// the find
microsoft/nni
An open source AutoML toolkit for automate machine learning lifecycle, including feature engineering, neural architecture search, model compression and hyper-parameter tuning.
Microsoft Research's AutoML toolkit covering hyperparameter optimization, neural architecture search, model compression, and feature engineering under one roof. It targets ML researchers and practitioners who want to automate the expensive search steps of training deep learning models. The breadth is the selling point and also the problem.
The HPO module has real depth — TPE, BOHB, Hyperband, PBT, SMAC, and several Bayesian variants are all available and well-tested, not just listed. The NAS module unifies multi-trial and one-shot strategies (DARTS, ENAS, ProxylessNAS) behind a common API so you can swap search strategies without rewriting your model definition. The training service abstraction is genuinely useful: the same experiment config runs locally, over SSH, on AML, or on Kubernetes without changing your trial code. The web UI for experiment tracking is solid — parallel coordinate plots, intermediate metric curves, and trial comparison are all there.

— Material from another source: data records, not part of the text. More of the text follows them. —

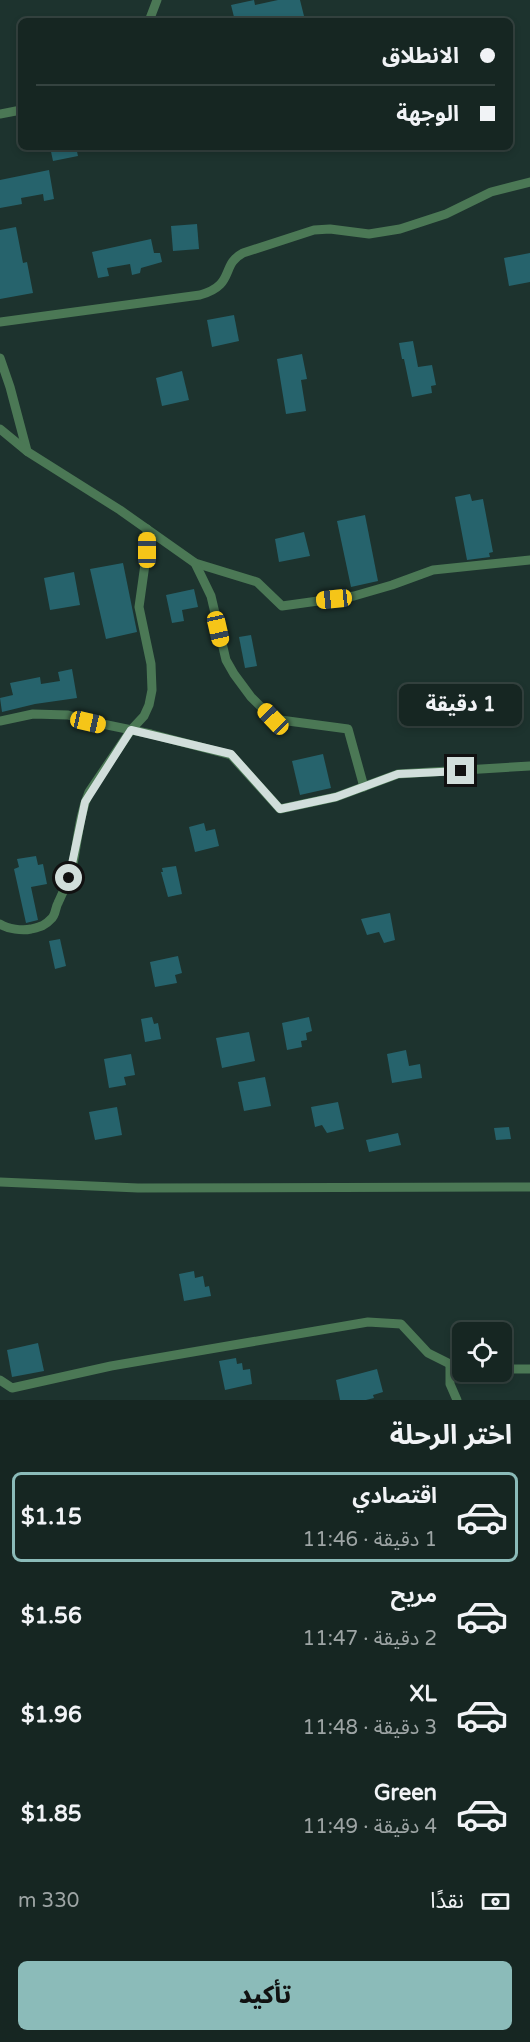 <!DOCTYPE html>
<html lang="ar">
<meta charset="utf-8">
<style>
:root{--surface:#162622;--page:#1f2e2a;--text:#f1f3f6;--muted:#9ea5a5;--line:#354340;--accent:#8bbbb9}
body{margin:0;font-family:"Varela Round","Noto Sans Arabic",sans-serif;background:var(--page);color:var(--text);direction:rtl;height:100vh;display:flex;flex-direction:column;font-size:22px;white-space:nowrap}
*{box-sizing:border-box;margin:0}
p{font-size:20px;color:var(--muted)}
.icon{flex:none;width:33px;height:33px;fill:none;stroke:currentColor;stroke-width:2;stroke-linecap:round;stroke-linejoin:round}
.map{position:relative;height:1400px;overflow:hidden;direction:ltr}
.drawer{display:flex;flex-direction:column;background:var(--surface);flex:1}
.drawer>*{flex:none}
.hud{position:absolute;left:18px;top:18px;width:495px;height:132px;border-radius:9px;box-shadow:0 3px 9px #0003,0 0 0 2px var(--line);direction:rtl;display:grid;align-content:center;height:132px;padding:0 18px;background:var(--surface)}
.fabs{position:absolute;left:452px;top:1322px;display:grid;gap:12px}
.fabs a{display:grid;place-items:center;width:60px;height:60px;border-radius:9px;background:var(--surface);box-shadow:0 3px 9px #0003,0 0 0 2px var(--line);font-size:30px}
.end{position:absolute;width:27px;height:27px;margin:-14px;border:8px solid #d1dedb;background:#111;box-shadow:0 0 0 3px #111}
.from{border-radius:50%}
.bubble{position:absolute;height:42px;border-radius:9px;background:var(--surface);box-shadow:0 3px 9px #0003,0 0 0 2px var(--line);font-size:20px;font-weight:800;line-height:42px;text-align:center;direction:rtl}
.car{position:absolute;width:18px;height:36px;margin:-18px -9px;border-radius:8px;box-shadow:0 0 4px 2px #0007;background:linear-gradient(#f5c518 24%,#345 0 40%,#f5c518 0 76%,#345 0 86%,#f5c518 0)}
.hud b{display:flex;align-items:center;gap:21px;height:57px;font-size:22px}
.hud b+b{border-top:2px solid var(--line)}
.hud i{width:15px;height:15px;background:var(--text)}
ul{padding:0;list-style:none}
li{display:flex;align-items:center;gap:18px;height:90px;margin:0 12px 9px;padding:0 6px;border:3px solid transparent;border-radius:9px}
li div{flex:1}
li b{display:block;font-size:22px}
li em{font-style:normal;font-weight:800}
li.selected{border-color:var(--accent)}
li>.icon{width:54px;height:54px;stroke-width:1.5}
h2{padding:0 18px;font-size:27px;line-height:72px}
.pay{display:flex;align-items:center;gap:15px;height:66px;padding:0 18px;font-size:22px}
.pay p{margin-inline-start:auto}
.action{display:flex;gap:12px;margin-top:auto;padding:12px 18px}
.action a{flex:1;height:69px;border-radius:9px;background:var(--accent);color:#111;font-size:24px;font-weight:800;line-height:69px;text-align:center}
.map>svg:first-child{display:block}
.building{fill:#26636c}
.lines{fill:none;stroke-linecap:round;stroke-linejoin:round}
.street{stroke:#4b7855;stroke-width:9}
.route{stroke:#d1dedb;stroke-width:8}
</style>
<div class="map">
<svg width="530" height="1400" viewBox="0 0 530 1400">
<rect width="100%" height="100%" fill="#1d332e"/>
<!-- building -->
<g class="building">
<polygon points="254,0 255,5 278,0 300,0 305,20 235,21 231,5"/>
<polygon points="50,147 76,147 78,156 53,161"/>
<polygon points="49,170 54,199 44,201 43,194 21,198 22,204 0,208 0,180"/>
<polygon points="197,224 199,249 173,251 171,226"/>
<polygon points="16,227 23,263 27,262 33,293 0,299 0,230"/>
<polygon points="151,239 154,253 160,253 162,262 141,268 140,273 132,275 130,264 107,268 109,276 98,278 92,252"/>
<polygon points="530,253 530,282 509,286 504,258"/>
<polygon points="234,315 239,341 212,347 207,320"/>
<polygon points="413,341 418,367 432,365 436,385 431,386 432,393 412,397 404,359 402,359 399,343"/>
<polygon points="302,354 307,379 301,380 306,411 286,414 277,359"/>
<polygon points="182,371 189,400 162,406 156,378"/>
<polygon points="470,494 472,501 483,499 493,552 489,553 490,557 467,560 455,497"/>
<polygon points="365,515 378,581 351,587 337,521"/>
<polygon points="304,532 310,556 279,562 275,539"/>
<polygon points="123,563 137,632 106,639 90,569"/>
<polygon points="74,572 80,605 50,610 44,578"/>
<polygon points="194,589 198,607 182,610 184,621 172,623 166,595"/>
<polygon points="251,635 257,666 245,668 239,637"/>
<polygon points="72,669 77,698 35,704 2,712 0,698 13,695 10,683 40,677 41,684 60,681 58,672"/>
<polygon points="323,754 331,788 300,795 292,761"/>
<polygon points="204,823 206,831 215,829 219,846 195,852 189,827"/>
<polygon points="36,856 38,865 43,864 47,884 31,887 38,920 26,923 14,869 19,867 17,859"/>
<polygon points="176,866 182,894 168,897 161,872 163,872 162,868"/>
<polygon points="390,913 395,940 384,943 379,932 367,935 361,919"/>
<polygon points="60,939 66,966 55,969 49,941"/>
<polygon points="178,956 182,973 175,975 177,983 155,987 150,962"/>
<polygon points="152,1017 154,1024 158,1023 161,1039 145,1042 141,1019"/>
<polygon points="309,1017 312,1031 306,1033 307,1040 301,1041 302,1047 287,1050 282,1023"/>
<polygon points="249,1032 255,1061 222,1068 216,1038"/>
<polygon points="406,1050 409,1066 420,1064 422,1078 392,1083 387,1054"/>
<polygon points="131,1054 135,1075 124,1077 126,1085 109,1088 104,1059"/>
<polygon points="265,1077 271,1106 244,1111 238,1082"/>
<polygon points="338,1102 344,1129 327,1133 322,1125 315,1127 311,1107"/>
<polygon points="117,1107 122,1135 95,1140 89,1112"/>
<polygon points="509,1127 511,1139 496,1140 494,1128"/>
<polygon points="398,1133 401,1145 369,1152 366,1140"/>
<polygon points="194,1271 195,1278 203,1276 205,1287 209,1286 211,1296 184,1301 179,1274"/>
<polygon points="38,1343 44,1371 12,1377 7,1350"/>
<polygon points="236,1358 237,1364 242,1363 243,1370 250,1369 252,1384 225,1390 219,1361"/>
<polygon points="377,1369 383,1392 373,1395 374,1398 366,1400 340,1400 336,1380"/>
</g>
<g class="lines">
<!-- street -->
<g class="street">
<polyline points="149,21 157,0"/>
<polyline points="0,114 21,110"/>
<path d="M0,322L200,295C236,285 220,265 243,253L314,230L330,229L369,234L400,229L446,214L491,192L530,182"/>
<polyline points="0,358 10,387 27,451"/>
<polyline points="0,429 28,452 120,510 195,563 257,582 282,606 354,596 392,585 433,570 530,560"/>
<polyline points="195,563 211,596 226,660 234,674 251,697 273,719 348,729 364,787"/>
<polyline points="0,721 33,714 68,715 88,721 151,734 231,755 280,809 336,797 398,774 530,766"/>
<path d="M0,924C8,929 22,931 31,929C39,927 45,926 51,919C56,915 55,908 58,903C64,890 70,878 73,864C78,839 79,816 89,792L131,730L144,716L149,705L152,690L151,664L139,607L147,550V529"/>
<polyline points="0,1182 138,1188 530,1187"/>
<polyline points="450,1364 450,1384 457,1400"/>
<polyline points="501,1369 530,1369"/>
<polyline points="0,1380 12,1388 111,1366 368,1322 401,1324 428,1353 450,1364 462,1365"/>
</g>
</g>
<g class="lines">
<!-- route -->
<polyline class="route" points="69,878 85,802 131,730 231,754 280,809 336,797 398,774 461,771"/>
</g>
</svg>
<div class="fabs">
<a><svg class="icon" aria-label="locate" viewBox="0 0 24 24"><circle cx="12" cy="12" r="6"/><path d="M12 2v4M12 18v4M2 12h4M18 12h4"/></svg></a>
</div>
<i class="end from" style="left:69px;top:878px"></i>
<i class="end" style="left:461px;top:771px"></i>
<div class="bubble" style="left:399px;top:684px;width:123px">1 دقيقة</div>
<i class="car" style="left:147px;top:550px;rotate:0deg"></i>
<i class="car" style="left:334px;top:599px;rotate:264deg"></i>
<i class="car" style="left:218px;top:629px;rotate:167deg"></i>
<i class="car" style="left:273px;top:719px;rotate:316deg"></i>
<i class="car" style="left:88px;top:722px;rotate:103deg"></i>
<div class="hud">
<b><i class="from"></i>الانطلاق</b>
<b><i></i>الوجهة</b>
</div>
</div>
<section class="drawer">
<h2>اختر الرحلة</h2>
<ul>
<li class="selected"><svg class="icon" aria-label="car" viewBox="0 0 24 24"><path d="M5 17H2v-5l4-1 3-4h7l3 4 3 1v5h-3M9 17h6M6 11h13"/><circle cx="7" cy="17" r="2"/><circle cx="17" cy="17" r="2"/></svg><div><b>اقتصادي</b><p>1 دقيقة · 11:46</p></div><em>$1.15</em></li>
<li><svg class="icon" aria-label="car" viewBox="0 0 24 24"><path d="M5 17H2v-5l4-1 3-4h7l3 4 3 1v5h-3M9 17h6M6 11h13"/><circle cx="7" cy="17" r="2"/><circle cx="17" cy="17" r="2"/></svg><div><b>مريح</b><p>2 دقيقة · 11:47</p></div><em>$1.56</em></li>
<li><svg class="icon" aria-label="car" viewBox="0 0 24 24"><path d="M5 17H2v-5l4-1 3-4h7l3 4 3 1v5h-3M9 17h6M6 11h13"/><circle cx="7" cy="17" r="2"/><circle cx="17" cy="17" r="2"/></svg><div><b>XL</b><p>3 دقيقة · 11:48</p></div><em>$1.96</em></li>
<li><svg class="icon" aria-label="car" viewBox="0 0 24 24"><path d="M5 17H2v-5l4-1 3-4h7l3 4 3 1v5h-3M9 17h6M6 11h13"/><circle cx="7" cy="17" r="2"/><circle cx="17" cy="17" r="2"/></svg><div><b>Green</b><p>4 دقيقة · 11:49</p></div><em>$1.85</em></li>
</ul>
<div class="pay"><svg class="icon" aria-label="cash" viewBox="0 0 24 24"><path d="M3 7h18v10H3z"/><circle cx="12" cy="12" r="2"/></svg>نقدًا<p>330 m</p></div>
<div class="action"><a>تأكيد</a></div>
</section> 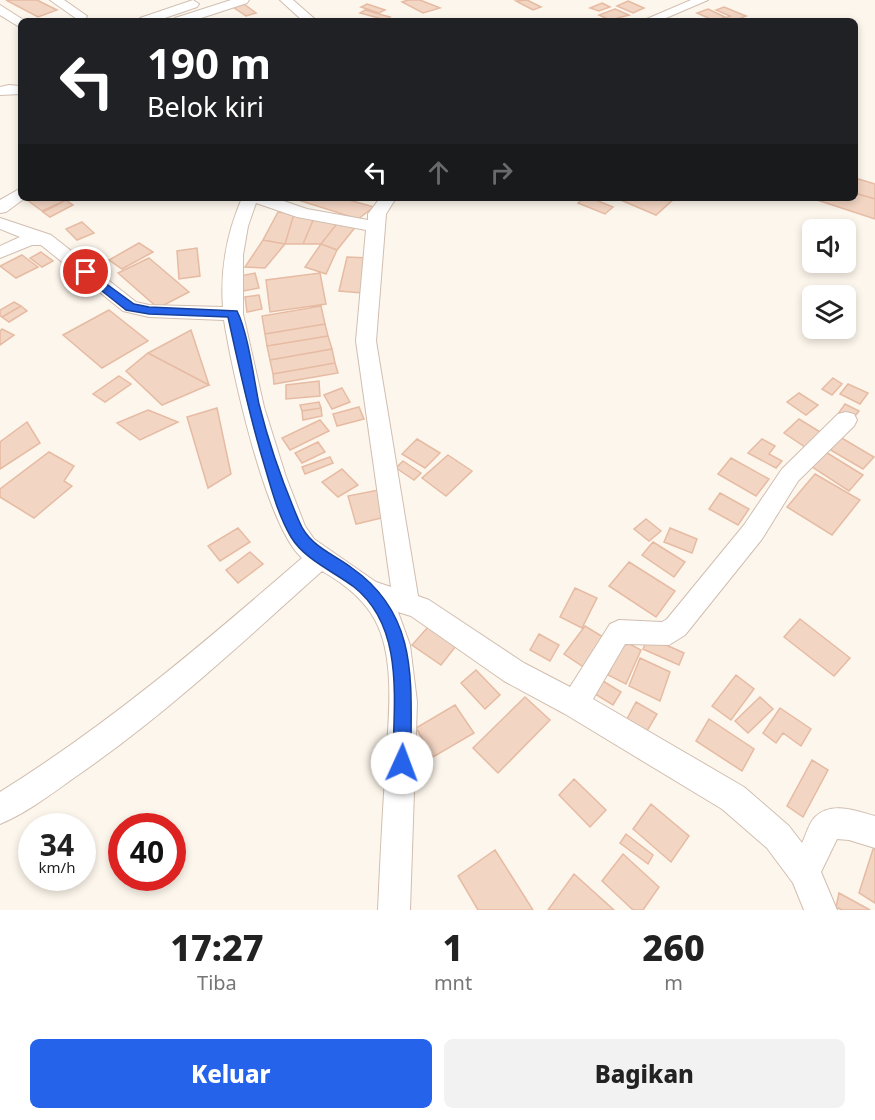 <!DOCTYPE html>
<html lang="id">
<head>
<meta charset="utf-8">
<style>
  :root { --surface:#fff; --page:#f2f2f2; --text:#222; --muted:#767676; --accent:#2563eb }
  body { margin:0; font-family:"Noto Sans",sans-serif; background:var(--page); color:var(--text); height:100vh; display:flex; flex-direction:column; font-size:22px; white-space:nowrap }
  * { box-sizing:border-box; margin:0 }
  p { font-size:20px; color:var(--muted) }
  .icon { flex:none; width:33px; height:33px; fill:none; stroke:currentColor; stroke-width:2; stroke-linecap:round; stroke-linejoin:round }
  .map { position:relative; height:910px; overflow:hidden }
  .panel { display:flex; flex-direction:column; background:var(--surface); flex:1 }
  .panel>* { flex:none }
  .guide { position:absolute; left:18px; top:18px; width:840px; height:183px; border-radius:9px; box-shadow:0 3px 9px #0003; background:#202124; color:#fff; overflow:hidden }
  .buttons { position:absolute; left:802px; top:219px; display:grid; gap:12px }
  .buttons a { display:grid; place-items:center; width:54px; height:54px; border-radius:9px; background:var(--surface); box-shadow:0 3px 9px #0003; font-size:30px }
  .speed { position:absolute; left:18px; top:813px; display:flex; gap:12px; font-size:30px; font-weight:700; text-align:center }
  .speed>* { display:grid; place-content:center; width:78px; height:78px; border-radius:50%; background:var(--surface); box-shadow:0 3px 9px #0003; line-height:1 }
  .speed small { font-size:15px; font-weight:400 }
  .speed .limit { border:9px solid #d22; background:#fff; color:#111 }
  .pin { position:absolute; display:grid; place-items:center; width:51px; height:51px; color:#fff; margin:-26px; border:3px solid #fff; border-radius:50%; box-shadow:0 2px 6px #0007 }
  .me { position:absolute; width:66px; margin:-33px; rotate:2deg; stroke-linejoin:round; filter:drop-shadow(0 0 4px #0008) }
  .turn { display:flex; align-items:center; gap:21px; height:126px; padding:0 30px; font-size:27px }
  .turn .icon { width:78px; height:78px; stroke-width:2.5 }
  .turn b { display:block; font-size:42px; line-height:51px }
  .lanes { display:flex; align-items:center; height:57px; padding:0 30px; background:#0003; justify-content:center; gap:30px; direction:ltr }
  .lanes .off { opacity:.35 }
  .eta { display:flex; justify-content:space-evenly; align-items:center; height:102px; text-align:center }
  .eta b { font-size:36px; font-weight:800; line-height:42px }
  .button { display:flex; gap:12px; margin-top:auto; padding:12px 30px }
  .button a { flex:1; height:69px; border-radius:9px; background:var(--accent); color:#fff; font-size:24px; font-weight:800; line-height:69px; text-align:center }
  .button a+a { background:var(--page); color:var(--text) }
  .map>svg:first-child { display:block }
</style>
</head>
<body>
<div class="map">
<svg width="875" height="910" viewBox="0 0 875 910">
  <rect width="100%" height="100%" fill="#fdf6ec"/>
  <!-- building -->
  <path fill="#f3d5c3" stroke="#e6bba3" stroke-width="1.5" d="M6,0H37L57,10L38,17Z
    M408,0H420L440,8L423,13L402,2Z
    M527,0L541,7L533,10L516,1Z
    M628,1L644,8L633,13L617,6Z
    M602,3L610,7L599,11L590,8Z
    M244,4L256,13L246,16L233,7Z
    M367,4L385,10L379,13L361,7Z
    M724,7L746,16L734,21L724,19L730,16L716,10Z
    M615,9L629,15L610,20L599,15Z
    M708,9L725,17L715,21L697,13Z
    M365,10L390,17L386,20L360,13Z
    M855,178L875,184V199L855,193Z
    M855,193L875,199V219L814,199L855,198Z
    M32,198H57L62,202L42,211L27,200Z
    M342,198L374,207L358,219L295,199Z
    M584,198H591L613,207L605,214L578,203Z
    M616,198H675L656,215Z
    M66,200L73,205L50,217L43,212Z
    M278,212L294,214L285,244L263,240Z
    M294,214L314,218L303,244H285Z
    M314,218L339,221L321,244H303Z
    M339,221L357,225L337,250L321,244Z
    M82,222L94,233L77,240L66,229Z
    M263,240L285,244L265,268L245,267Z
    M139,243L153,252L122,269L109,260Z
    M321,244L337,250L326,274L305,267Z
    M197,248L200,276L179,279L177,251Z
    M41,252L53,261L42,267L30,258Z
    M22,255L38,267L16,278L0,266Z
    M347,257L369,258L362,293L339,291Z
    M149,258L189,292L158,308L118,273Z
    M255,273L259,288L244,291L240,276Z
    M320,273L326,304L270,312L266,280Z
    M259,295L262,309L247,312L245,297Z
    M14,302L21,306L2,317L0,316V310Z
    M21,306L27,311L9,322L2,317Z
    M321,306L325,324L265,334L262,316Z
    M109,310L148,341L102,368L63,335Z
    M325,324L328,336L267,346L265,334Z
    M2,329L14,335L0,345V331Z
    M191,330L209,385L148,353Z
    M328,336L332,349L270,360L267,346Z
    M332,349L335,363L273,374L270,360Z
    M148,353L209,385L162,405L126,371Z
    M335,363L338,373L274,384L273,374Z
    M119,376L131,384L105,402L93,394Z
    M833,378L842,384L832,395L822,389Z
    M319,381L320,396L286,399V385Z
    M848,384L868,393L860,404L840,394Z
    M342,388L350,402L332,409L324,395Z
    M799,393L818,405L806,415L787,402Z
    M319,402L321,408L302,411L300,405Z
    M845,404L859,411L851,421L838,414Z
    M359,407L364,419L337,426L333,414Z
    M217,408L231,474L208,488L187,417Z
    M321,408L322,416L303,420L302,411Z
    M148,410L178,422L140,440L117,423Z
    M799,419L820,432L805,447L784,433Z
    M320,420L329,431L290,450L282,438Z
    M27,422L40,443L0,469V442Z
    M840,437L874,457L863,469L829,449Z
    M417,439L440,453L425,468L402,454Z
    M762,439L775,446L769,454L782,461L776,468L748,453Z
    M318,442L325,452L302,463L295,453Z
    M824,451L863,475L849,491L809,465Z
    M49,452L74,466L64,481L72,486L34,518L0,497V489Z
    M448,455L472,471L446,496L422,478Z
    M330,457L333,463L305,474L302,467Z
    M731,458L769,479L756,496L718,474Z
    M403,461L421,473L414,480L396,468Z
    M342,469L358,485L338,497L322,482Z
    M815,474L860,500L832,535L787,507Z
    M378,490L386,517L356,524L348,496Z
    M720,493L749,509L738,525L709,509Z
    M646,519L661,531L649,541L634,529Z
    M238,528L250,542L220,561L208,546Z
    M670,528L697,539L692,553L664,542Z
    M653,542L685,562L674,577L642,555Z
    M250,552L263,564L238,583L226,570Z
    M629,562L675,591L656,617L609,586Z
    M575,588L597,598L582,628L560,617Z
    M800,619L850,658L834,676L784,637Z
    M585,626L608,640L588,670L564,654Z
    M428,627L456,646L441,665L412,645Z
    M539,634L559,645L550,661L530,650Z
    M648,637L684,653L679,665L643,649Z
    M624,641L641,650L626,684L608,675Z
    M640,658L670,672L660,701L629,686Z
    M476,670L500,695L485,709L461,683Z
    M736,675L754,689L731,720L712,706Z
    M603,681L621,692L613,705L595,694Z
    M525,697L550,720L498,773L473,748Z
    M760,697L773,709L748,733L735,721Z
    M636,702L657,714L647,731L627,719Z
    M455,705L474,733L433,757L416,728Z
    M780,708L811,729L801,746L783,733L776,743L763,733Z
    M709,719L754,749L742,771L696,741Z
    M812,760L828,770L803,817L787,806Z
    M574,779L606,810L590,827L559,795Z
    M651,804L689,836L671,862L633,829Z
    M626,834L653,855L648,864L620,843Z
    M875,843V903L859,893Z
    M495,850L533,910H478L458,876Z
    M623,854L659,887L643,910H633L602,881Z
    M574,874L614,910H548Z
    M839,893L870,910H842L836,907Z"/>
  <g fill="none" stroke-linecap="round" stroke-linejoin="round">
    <!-- minor casing -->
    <g stroke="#d1beb0" stroke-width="2">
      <path id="minor" d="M50,0H64L87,16L85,19H77Z
        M193,0L199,4L197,7L156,21H138L140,18Z
        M231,0H249L247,3L192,21H173L175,18Z
        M280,0H293L317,21H303Z
        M691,0H708L659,21H642Z
        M0,5L25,21H21V28L0,15Z
        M9,85L21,86V94L0,95V87Z
        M21,188V198H25L6,212L0,213V200Z
        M242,198H275L307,209L368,220V214L380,198H396L386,214L376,341L418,596L429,600L524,663L570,687L610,624L619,620L662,622L667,619L744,525L782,469L838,414L846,412L854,414L857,420L854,426L798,481L762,539L685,635L669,645L625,644L593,699L744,787L789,826L802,843C806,835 809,823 815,817C832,801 856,811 875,816V848L849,840L837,839L821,872L837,910H804L793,883L767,848L722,809L565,714L504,681L411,616L398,612L410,645L417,702L410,910H378C380,866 382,822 385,778C387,731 398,662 375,620C363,598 343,583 322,571C244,641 167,713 81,773C55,791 29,812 0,824V792C109,724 205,642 302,558C266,526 232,371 224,320L149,317L123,311L41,245H32L0,258V246L20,237L0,229V218L51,235L136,302L149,305L223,307C220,269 227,233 242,198ZM256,203L297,217L366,230L356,341L391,587L376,582L314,539L305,526L286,477L264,407L243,314V255L248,226Z"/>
    </g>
    <!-- minor -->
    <use href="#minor" fill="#fff" fill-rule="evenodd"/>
  </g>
  <!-- route -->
  <path fill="#2563eb" stroke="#184099" stroke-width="1.5" d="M86,269L134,304L149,307L237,311C248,332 254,380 259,404C269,444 283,484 299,521C309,546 332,553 352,568C422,617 410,688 411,763L408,769L402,772L395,769L393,763C393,705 406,628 354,587C333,571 305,560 291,537C278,515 271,488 264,464C249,415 239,367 228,317L149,314L126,310L82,275V270Z"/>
</svg>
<div class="buttons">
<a><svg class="icon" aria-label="sound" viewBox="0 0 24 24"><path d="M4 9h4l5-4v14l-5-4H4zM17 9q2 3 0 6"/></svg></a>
<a><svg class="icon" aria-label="layers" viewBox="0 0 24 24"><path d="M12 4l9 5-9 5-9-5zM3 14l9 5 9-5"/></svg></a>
</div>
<div class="speed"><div>34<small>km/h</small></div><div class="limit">40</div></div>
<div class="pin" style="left:86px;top:272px;background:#d93025"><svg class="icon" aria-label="arrive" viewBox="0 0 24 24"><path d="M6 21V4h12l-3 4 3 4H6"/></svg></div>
<svg class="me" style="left:402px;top:763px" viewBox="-20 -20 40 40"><circle r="19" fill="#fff"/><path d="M0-13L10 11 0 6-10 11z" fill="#2563eb"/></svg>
<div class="guide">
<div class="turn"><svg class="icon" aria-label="left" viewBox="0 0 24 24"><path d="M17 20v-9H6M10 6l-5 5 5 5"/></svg><div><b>190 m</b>Belok kiri</div></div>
<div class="lanes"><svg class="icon" aria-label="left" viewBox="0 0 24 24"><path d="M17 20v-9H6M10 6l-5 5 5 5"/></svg><svg class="icon off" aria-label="ahead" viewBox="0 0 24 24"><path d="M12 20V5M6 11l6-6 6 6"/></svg><svg class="icon off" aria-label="right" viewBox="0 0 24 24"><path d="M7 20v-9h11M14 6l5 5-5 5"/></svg></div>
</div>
</div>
<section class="panel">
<div class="eta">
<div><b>17:27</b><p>Tiba</p></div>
<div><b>1</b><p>mnt</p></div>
<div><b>260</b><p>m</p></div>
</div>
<div class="button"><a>Keluar</a><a>Bagikan</a></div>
</section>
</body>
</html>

The project is effectively abandoned. The 'What's New' section in the README stops at June 2022, v3.0 never left RC status despite being announced in May 2022, and the last meaningful push was July 2024. If you hit a bug, you're on your own. The breadth-over-depth tradeoff hurts in practice: for HPO alone, Optuna is more actively maintained and has a larger ecosystem; for NAS, there are dedicated frameworks with more current algorithms; for compression, PyTorch's own pruning and quantization APIs have caught up. The feature engineering module is visibly the weakest pillar — it amounts to two selectors (gradient-based and GBDT) with almost no documentation. The `docs/_removed/` directory and chunked dependency files suggest the API has been substantially rewritten more than once, so tutorials you find online are likely stale.